While it has a strong and growing lay leadership, the Jain community in North America has had to function with little of the lay-monastic interaction that characterizes its life in India. In the 1970s, however, two Jain religious leaders came to the United States and have, in different ways, made a contribution to the leadership of the Jain tradition here. Both were steeped in the Jain monastic tradition and had been studying, teaching, and traveling on foot amongst the Jains of India for many years before deciding to come to the West. When he came to America in 1971, Muni Chitrabhanu ceased his monastic life, married, and became a teacher—albeit a teacher with the background and training of a monk. Acharya Sushil Kumar remained a monk, as he had been for 33 years, but broke the strong prohibition on travel. He lectured throughout the West, participated in Jain and interfaith conferences, established a Jain ashram in the hills of New Jersey, and was an active leader of Jain education and institution building until his death in 1994. These two have been followed in recent years by other monks and nuns.

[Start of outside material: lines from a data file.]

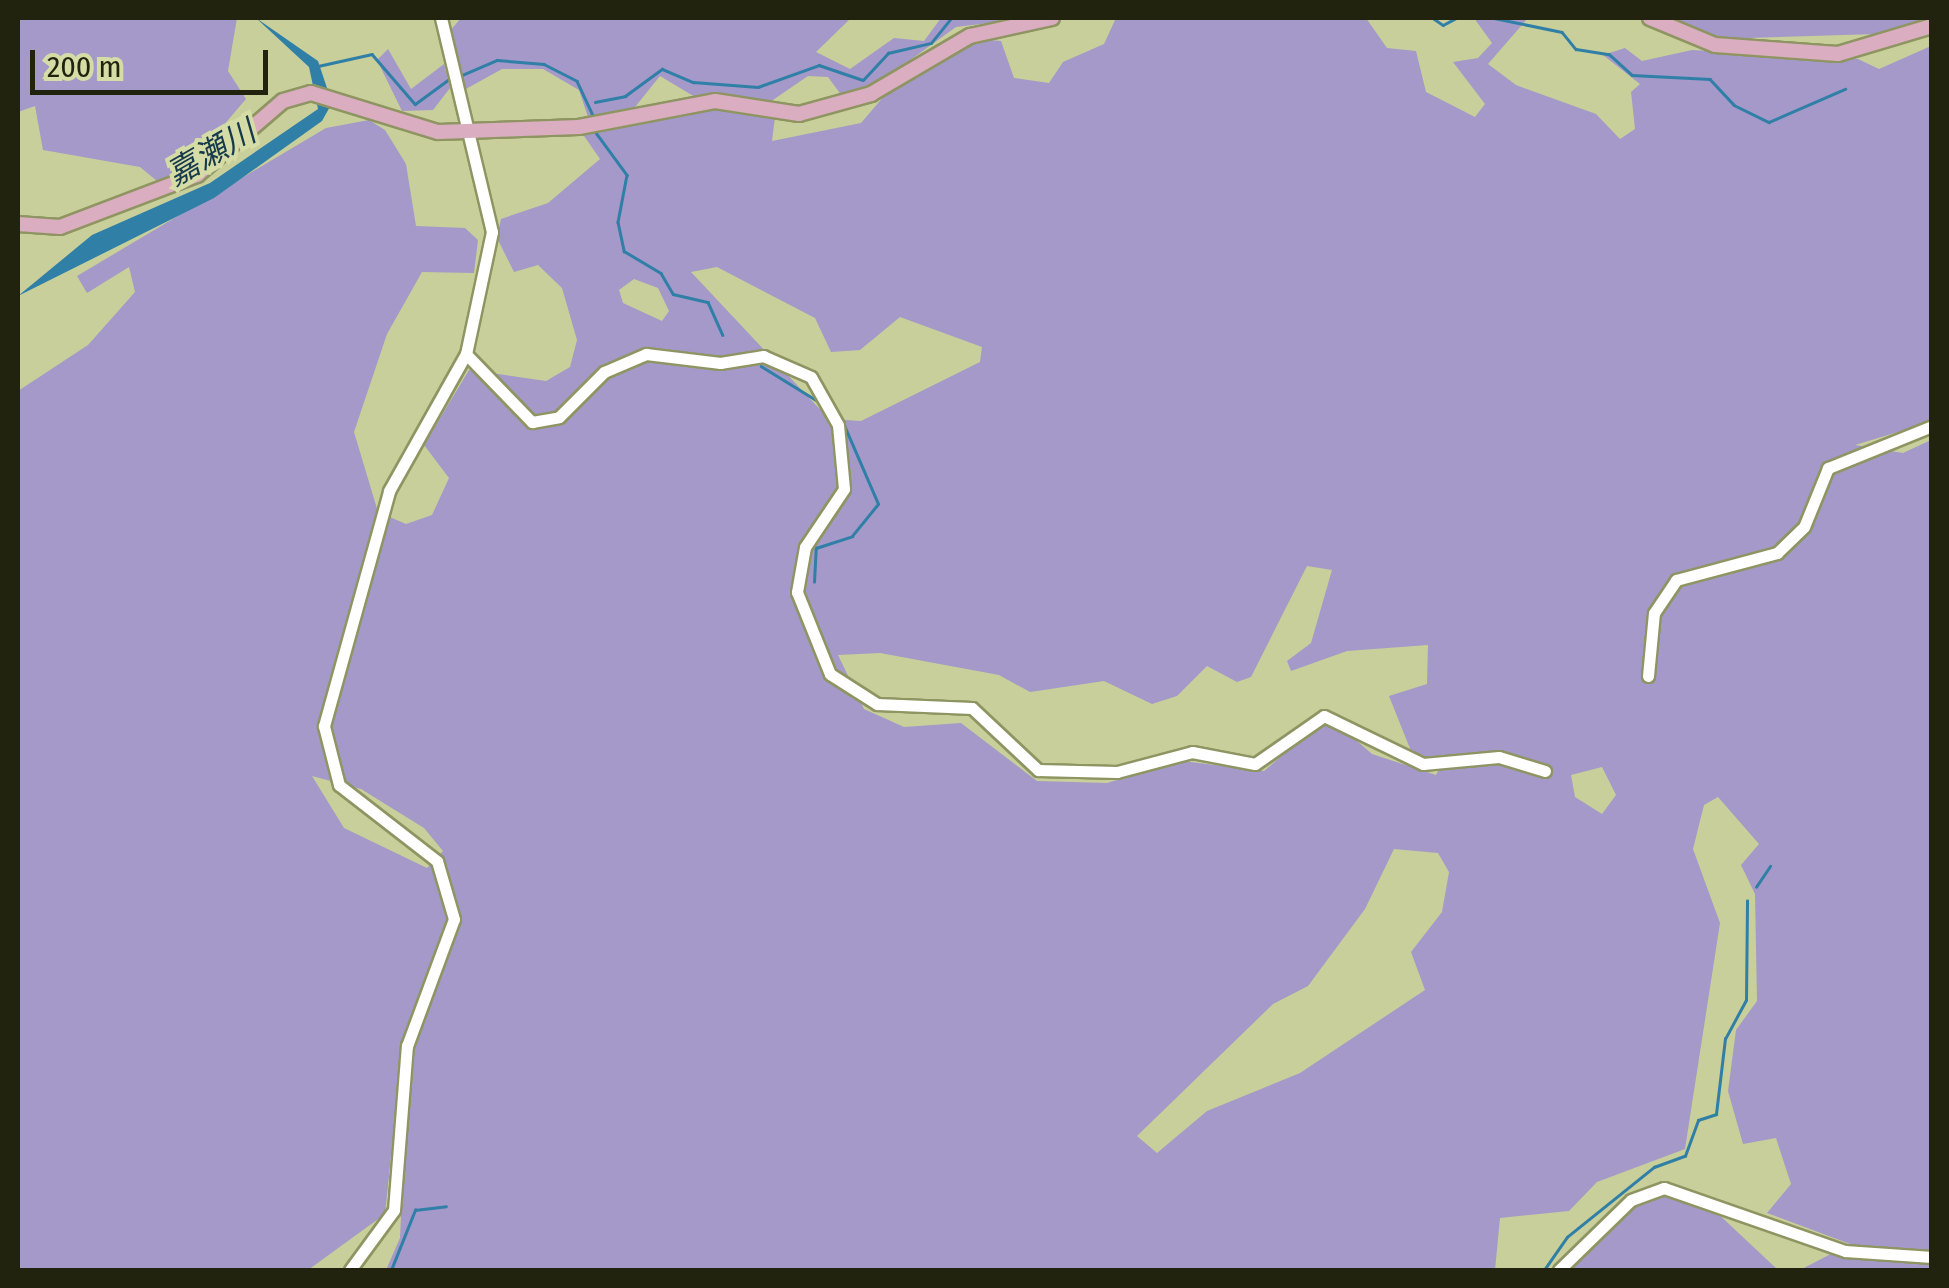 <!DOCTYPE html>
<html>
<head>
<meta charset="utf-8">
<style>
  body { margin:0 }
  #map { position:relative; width:1949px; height:1288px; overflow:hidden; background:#c8cf9a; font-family:"Fira Sans Condensed","Noto Sans JP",sans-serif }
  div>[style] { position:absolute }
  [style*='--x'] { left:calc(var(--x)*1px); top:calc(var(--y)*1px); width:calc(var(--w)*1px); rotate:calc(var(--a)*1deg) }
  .green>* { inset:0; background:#a499c9 }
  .water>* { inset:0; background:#307fa7 }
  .stream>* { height:2.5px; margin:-1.25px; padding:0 1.25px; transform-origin:1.25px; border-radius:1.25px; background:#307fa7 }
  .roads { filter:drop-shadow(2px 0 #8f9562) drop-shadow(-2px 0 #8f9562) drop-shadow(0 2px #8f9562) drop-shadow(0 -2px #8f9562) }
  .minor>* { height:11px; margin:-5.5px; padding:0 5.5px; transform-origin:5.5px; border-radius:5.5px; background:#fff }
  .major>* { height:14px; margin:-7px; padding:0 7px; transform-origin:7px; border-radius:7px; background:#daadc0 }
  span { translate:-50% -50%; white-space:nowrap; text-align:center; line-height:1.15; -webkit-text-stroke:8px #d5dca6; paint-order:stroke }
  .water-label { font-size:32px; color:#16394b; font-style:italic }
  .frame { position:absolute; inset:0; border:20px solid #21230e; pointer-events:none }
  .scale { position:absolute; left:30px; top:50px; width:238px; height:45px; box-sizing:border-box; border:5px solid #21230e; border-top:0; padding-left:12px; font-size:30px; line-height:35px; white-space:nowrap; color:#21230e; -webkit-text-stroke:8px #d5dca6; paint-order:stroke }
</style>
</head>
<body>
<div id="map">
  <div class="green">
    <div style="clip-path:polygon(18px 18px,237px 18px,228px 71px,246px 99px,186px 169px,157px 181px,140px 167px,43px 150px,35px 106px,18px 112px)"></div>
    <div style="clip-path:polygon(461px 18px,851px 18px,816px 52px,850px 69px,894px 38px,924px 41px,941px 18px,1031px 18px,956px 27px,877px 84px,842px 96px,828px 77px,808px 76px,767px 104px,695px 97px,660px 76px,631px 112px,589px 120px,579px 90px,543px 69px,502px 69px,464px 90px,450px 31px)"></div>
    <div style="clip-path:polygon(evenodd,1116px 18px,1366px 18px,1387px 48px,1416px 51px,1426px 92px,1475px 117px,1485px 104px,1453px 62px,1478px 58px,1492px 43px,1474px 18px,1528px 18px,1488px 64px,1516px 85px,1596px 114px,1620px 139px,1635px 129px,1631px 92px,1640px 84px,1603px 55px,1625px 48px,1642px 61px,1692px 50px,1858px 59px,1879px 69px,1931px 46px,1931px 422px,1855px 445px,1903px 453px,1931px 440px,1931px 1270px,1800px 1270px,1850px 1244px,1767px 1213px,1791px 1184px,1776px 1138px,1743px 1144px,1728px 1091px,1736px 1030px,1757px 1001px,1755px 894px,1741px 865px,1759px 844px,1718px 797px,1704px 805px,1693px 849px,1720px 923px,1685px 1149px,1597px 1182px,1569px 1211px,1500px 1218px,1495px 1270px,386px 1270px,400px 1238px,404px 1150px,392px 1146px,385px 1214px,308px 1270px,18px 1270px,18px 391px,88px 345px,135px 292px,129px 267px,87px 293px,77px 276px,326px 128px,369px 120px,385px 130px,406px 164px,416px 226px,465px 228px,478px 240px,474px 273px,422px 272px,387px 334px,354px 432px,378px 512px,406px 524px,432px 515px,449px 478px,424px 445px,469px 370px,546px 381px,570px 367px,577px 340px,562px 288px,538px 265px,514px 272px,497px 238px,501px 219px,548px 203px,600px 159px,582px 133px,710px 106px,775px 117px,772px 141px,861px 123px,885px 95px,976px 39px,1001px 41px,1014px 78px,1049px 83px,1063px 62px,1104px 44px,1116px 18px,717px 267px,815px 318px,831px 352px,860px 350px,900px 317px,982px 347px,980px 362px,861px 421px,829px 419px,691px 272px,717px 267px,1116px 18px,634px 279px,658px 288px,669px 311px,662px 321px,623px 303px,619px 290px,634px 279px,1116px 18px,1307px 566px,1332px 570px,1311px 643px,1287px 661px,1291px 671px,1347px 651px,1428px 645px,1427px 684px,1389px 696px,1411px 751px,1442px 763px,1436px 775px,1372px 754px,1336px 723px,1316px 727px,1264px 771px,1182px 761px,1107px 783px,1037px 781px,961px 723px,904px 727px,864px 709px,838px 655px,880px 653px,999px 675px,1030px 692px,1104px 681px,1152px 704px,1177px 696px,1207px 666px,1237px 682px,1251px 677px,1307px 566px,1116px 18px,1602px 767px,1616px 795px,1602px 814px,1575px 797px,1571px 775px,1602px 767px,1116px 18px,312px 776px,361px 789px,424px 828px,443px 851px,427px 868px,344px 828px,312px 776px,1116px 18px,1394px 849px,1438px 853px,1449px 872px,1442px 912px,1411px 952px,1425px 990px,1300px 1073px,1207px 1111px,1157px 1153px,1137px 1136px,1273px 1004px,1308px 986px,1365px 909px,1394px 849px)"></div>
    <div style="clip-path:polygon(1668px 18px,1931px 18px,1932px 22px,1877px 34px,1715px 39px)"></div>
    <div style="clip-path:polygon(388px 49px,411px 89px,444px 64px,450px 88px,433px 110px,402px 111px,377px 60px)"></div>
    <div style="clip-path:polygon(1668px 1194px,1714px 1210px,1778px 1270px,1568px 1270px,1637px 1201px)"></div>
  </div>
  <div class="water">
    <div style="clip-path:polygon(256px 18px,318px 61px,332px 103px,322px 121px,214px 198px,18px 296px,92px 235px,210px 183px,318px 109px,309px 67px)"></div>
  </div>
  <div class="stream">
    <div style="--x:999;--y:18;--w:10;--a:0"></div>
    <div style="--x:1433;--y:18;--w:12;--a:35"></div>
    <div style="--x:1443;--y:25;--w:15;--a:-28"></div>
    <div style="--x:1494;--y:18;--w:69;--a:11.6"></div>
    <div style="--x:1562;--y:32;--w:22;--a:51"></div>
    <div style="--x:1576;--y:49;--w:33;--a:9"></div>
    <div style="--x:1609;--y:54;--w:31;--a:42"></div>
    <div style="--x:1632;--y:75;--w:78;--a:2.9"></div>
    <div style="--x:1710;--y:79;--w:35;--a:47"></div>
    <div style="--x:1734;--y:105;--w:39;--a:26"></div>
    <div style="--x:1769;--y:122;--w:83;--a:-23.5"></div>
    <div style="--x:318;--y:66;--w:55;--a:-12.5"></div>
    <div style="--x:372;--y:54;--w:66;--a:49.3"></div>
    <div style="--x:415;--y:104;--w:46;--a:-36.1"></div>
    <div style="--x:460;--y:76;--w:40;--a:-23.4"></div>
    <div style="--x:497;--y:60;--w:47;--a:4.9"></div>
    <div style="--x:544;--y:64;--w:37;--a:27"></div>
    <div style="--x:577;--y:81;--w:40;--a:65"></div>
    <div style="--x:595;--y:102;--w:31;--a:-11"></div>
    <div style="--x:625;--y:96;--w:46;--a:-36.1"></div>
    <div style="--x:662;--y:69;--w:34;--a:23"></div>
    <div style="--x:693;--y:82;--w:65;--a:4.4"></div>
    <div style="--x:758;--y:87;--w:65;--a:-19.8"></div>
    <div style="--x:819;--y:65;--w:46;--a:18.8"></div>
    <div style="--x:863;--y:80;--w:37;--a:-47"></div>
    <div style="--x:888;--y:53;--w:44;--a:-13.1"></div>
    <div style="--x:931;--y:43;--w:32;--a:-51"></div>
    <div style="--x:594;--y:130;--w:56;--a:53.7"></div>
    <div style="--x:627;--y:175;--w:48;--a:100.8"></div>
    <div style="--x:618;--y:222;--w:30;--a:78"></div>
    <div style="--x:624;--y:251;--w:43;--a:30.7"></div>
    <div style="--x:661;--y:273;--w:24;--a:60"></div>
    <div style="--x:673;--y:294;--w:36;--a:13"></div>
    <div style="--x:708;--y:302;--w:36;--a:66"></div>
    <div style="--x:761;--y:366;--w:70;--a:31.7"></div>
    <div style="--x:814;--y:582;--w:34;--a:-87"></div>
    <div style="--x:816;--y:548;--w:38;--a:-18"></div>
    <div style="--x:852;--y:536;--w:41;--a:-50.9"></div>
    <div style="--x:878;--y:504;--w:96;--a:-113.4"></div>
    <div style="--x:1756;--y:887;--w:25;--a:-56"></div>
    <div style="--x:391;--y:1270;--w:65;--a:-68.2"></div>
    <div style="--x:415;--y:1210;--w:31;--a:-7"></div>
    <div style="--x:1544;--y:1270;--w:40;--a:-55.1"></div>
    <div style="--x:1567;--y:1237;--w:112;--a:-38.8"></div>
    <div style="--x:1654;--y:1167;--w:33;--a:-20"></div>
    <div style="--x:1685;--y:1156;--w:38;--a:-70"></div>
    <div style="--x:1698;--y:1120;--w:19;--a:-18"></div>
    <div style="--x:1716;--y:1114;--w:76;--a:-83.2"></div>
    <div style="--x:1725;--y:1039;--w:44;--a:-61.7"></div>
    <div style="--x:1746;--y:1000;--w:99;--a:-89.4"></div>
  </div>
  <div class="roads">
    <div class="minor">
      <div style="--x:466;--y:354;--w:95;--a:45.9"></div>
      <div style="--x:532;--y:422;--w:27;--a:-10"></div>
      <div style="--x:559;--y:417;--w:64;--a:-45"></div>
      <div style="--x:604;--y:372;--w:46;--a:-23.2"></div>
      <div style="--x:646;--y:354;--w:75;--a:6.9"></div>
      <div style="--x:720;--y:363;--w:44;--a:-9.2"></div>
      <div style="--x:763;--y:356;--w:52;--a:23.6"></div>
      <div style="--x:811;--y:377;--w:55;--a:60.6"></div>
      <div style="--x:838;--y:425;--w:64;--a:84.6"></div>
      <div style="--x:844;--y:489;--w:70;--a:123.9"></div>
      <div style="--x:805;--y:547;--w:46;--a:100.1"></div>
      <div style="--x:797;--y:592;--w:88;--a:68.1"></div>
      <div style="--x:830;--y:674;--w:56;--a:32.6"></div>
      <div style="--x:877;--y:704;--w:95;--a:2.4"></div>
      <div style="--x:972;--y:708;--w:91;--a:43.2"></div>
      <div style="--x:1038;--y:770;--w:79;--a:1.5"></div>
      <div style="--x:1117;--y:772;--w:78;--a:-14.9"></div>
      <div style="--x:1192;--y:752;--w:64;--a:10.8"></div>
      <div style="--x:1255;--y:764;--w:84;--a:-34.8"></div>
      <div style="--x:1324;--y:716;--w:110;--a:25.9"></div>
      <div style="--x:1423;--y:764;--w:76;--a:-5.3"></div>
      <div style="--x:1499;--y:757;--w:48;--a:16.9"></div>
      <div style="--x:1648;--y:676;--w:63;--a:-84.6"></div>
      <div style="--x:1654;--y:613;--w:40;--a:-56"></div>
      <div style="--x:1676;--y:580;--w:105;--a:-15"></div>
      <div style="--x:1777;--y:553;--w:37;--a:-44"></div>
      <div style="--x:1804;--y:527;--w:64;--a:-67.9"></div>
      <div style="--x:1828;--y:468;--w:112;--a:-22"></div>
      <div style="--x:350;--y:1270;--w:74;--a:-53.7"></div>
      <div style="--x:394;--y:1210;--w:165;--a:-85.5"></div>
      <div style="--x:407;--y:1046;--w:135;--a:-69.7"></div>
      <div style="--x:454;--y:919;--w:60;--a:-106.3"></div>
      <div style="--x:437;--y:861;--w:124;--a:-142.2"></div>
      <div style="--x:339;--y:785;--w:61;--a:-104.3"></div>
      <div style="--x:324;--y:726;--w:244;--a:-74.5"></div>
      <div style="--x:389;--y:491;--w:157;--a:-60.7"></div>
      <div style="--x:466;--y:354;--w:125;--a:-78"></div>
      <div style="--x:492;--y:232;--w:220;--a:-103.4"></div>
      <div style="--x:1559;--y:1270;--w:100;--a:-44.2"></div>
      <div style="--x:1631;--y:1200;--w:35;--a:-20"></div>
      <div style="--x:1664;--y:1188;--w:192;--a:19.2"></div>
      <div style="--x:1845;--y:1251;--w:87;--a:3.9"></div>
    </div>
    <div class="major">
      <div style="--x:1650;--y:18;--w:70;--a:22.6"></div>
      <div style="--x:1715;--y:45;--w:123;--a:4.2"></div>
      <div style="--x:1838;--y:54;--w:98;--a:-16.6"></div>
      <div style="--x:18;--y:224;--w:42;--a:4.1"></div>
      <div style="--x:60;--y:227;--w:147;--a:-20.8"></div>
      <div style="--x:197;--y:175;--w:113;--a:-40.7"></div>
      <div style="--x:283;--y:101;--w:29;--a:-16"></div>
      <div style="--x:311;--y:93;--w:133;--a:17.1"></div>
      <div style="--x:438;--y:132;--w:141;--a:-2"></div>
      <div style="--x:579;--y:127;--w:138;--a:-10.8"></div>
      <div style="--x:715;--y:101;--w:85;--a:8.8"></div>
      <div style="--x:799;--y:114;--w:75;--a:-15.5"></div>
      <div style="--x:871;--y:94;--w:115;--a:-30.4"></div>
      <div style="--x:970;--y:36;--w:84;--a:-12.4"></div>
    </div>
  </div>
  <div class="water-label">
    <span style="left:211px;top:153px;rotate:-30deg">嘉瀬川</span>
  </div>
  <div class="frame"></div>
  <div class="scale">200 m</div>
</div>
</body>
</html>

Both Muni Chitrabhanu and Acharya Sushil Kumar had to break the strictures of Jain monasticism in order to teach the message of Jainism in the West. When the centennial of the 1893 Parliament took place in Chicago in September of 1993, both were present, not as delegates from abroad, but as leaders of a growing American Jain community. Both had established American Jain institutions, Chitrabhanu the Jain Meditation International Center in New York, and Sushil Kumar the Siddhachalam Ashram in New Jersey. During the Parliament itself, they led an interfaith delegation from the Palmer House in downtown Chicago to the new brick and marble Jain Temple in the western suburb of Bartlett to visit the temple and honor V.R. Gandhi, who had come to America as a stranger 100 years before.